Une fois ces risques identifiés, il peut être nécessaire de réaliser un drainage.

DTU drainage : infos à connaître

En matière de réseau de drainage, l'annexe A du DTU 20.1 Ouvrage en maçonnerie de petits éléments constitue le texte de référence. Cette annexe informative s'intitule : « Conception des ouvrages annexes associés aux maçonneries enterrées : regards d'eaux pluviales et réseaux de drainage ». Nous allons nous intéresser à la partie drainage.

Pour la conception générale d'un réseau de drainage, on étudie successivement :

  • la surface, le relief et la nature du terrain à assainir ;
  • le nombre, la densité et la profondeur des bâtiments.

Pour les bâtiments isolés, on choisit de réaliser un drainage périphérique : le réseau de drainage sera réalisé autour de la construction, au niveau de la tranchée de fondations en périphérie extérieure du mur de soubassement.

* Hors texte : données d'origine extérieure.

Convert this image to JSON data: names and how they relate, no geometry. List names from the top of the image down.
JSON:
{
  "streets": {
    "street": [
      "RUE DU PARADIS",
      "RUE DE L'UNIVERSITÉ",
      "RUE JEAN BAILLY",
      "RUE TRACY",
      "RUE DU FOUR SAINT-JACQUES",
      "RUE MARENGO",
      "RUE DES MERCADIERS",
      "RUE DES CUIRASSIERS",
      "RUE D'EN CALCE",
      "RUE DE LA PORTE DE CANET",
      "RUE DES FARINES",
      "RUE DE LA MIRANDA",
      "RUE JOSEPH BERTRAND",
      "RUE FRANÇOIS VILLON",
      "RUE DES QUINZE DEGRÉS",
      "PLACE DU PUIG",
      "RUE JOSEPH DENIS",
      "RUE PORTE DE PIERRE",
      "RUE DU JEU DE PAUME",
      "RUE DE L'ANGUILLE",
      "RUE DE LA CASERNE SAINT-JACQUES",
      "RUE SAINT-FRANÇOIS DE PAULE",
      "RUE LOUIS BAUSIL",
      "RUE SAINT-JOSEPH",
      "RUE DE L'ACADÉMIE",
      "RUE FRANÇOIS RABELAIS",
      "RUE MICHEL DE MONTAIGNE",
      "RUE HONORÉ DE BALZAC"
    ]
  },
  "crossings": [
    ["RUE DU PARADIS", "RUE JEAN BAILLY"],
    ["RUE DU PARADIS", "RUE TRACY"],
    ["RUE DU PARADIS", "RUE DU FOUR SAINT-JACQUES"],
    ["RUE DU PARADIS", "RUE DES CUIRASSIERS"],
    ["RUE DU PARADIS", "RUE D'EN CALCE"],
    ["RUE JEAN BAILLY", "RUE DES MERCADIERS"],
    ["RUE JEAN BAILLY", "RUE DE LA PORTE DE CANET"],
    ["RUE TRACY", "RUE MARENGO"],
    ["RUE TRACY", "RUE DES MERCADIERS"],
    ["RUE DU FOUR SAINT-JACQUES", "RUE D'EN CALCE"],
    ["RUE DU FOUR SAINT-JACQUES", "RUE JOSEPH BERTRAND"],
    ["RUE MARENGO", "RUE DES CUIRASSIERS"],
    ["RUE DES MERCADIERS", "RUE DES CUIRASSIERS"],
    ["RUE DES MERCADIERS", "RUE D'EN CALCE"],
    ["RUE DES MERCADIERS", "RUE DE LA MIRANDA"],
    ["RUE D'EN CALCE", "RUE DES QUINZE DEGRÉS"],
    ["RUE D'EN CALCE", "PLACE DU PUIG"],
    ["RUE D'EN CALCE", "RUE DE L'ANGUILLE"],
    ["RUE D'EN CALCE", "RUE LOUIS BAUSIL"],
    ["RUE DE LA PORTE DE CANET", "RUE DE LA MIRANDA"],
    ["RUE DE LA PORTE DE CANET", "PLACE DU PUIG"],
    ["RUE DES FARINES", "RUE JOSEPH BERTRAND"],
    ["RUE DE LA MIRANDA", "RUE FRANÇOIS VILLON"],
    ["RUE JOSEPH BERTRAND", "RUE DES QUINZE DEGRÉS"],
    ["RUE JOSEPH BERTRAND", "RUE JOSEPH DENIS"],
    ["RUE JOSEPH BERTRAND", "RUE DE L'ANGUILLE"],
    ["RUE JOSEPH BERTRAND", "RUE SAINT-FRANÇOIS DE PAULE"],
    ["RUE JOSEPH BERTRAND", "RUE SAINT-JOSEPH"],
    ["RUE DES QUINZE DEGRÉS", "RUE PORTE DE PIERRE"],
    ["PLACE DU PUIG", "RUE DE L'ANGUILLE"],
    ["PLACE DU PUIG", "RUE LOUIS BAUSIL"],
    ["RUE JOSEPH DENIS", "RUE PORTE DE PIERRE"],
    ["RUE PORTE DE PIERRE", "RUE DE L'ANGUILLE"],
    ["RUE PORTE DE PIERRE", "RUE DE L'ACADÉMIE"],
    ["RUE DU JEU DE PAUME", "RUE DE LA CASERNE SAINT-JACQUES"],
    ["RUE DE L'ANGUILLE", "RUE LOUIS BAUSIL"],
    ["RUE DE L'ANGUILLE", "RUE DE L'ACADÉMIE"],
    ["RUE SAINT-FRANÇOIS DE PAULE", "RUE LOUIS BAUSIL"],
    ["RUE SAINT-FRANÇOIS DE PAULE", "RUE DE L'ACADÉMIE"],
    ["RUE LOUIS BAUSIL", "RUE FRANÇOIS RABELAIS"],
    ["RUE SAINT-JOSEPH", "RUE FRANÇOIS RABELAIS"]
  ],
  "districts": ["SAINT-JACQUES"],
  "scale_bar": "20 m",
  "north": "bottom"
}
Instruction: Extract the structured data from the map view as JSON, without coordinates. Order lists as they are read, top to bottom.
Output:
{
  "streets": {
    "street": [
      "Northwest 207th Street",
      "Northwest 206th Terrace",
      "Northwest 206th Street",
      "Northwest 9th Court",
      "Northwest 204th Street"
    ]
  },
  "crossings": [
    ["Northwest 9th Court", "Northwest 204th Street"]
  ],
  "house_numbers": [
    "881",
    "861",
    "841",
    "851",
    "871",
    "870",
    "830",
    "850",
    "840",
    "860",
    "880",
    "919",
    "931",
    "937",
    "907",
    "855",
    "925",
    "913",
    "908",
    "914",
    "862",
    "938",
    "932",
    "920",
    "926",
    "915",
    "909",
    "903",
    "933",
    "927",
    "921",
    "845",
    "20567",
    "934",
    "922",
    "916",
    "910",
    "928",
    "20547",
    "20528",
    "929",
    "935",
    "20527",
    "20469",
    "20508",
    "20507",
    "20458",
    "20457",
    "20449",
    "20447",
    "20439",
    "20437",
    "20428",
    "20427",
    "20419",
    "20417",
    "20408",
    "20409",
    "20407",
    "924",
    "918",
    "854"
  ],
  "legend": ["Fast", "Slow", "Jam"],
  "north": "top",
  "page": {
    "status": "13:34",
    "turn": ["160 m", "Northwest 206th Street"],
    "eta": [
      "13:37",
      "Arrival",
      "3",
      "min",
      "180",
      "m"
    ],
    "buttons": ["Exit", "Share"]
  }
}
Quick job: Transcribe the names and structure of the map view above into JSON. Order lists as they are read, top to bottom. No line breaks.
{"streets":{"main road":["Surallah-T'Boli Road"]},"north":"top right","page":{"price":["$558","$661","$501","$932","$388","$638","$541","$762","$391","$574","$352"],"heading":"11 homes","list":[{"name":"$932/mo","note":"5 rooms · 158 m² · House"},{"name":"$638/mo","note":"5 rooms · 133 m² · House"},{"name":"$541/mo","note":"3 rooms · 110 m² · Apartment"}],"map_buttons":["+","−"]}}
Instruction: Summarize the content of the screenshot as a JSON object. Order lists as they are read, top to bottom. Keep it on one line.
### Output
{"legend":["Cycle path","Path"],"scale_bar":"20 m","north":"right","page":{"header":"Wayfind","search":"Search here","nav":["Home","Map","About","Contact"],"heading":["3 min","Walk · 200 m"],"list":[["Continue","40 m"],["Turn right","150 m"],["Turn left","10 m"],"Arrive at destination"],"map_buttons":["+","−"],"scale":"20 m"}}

Pour un ensemble de bâtiments, on adoptera une solution de drainage collectif, plus simple et plus économique.

Dans tous les cas, le but est d'éloigner les eaux de la construction en les captant pour les évacuer de manière efficace.

Un réseau de drainage comprend :

  • une tranchée drainante : cette partie d'ouvrage permet par sa composition de capter rapidement les eaux, essentiellement des eaux de pluie, jusqu'au drain d'évacuation ;
  • une canalisation drainante : placé au pied du mur, ce tuyau PVC réceptionne les eaux de ruissellement pour les mener vers un exutoire ;
  • un exutoire : il s'agit du dispositif ou regard dans lequel toutes les eaux sont évacuées vers le milieu naturel ou rejetées dans le réseau public.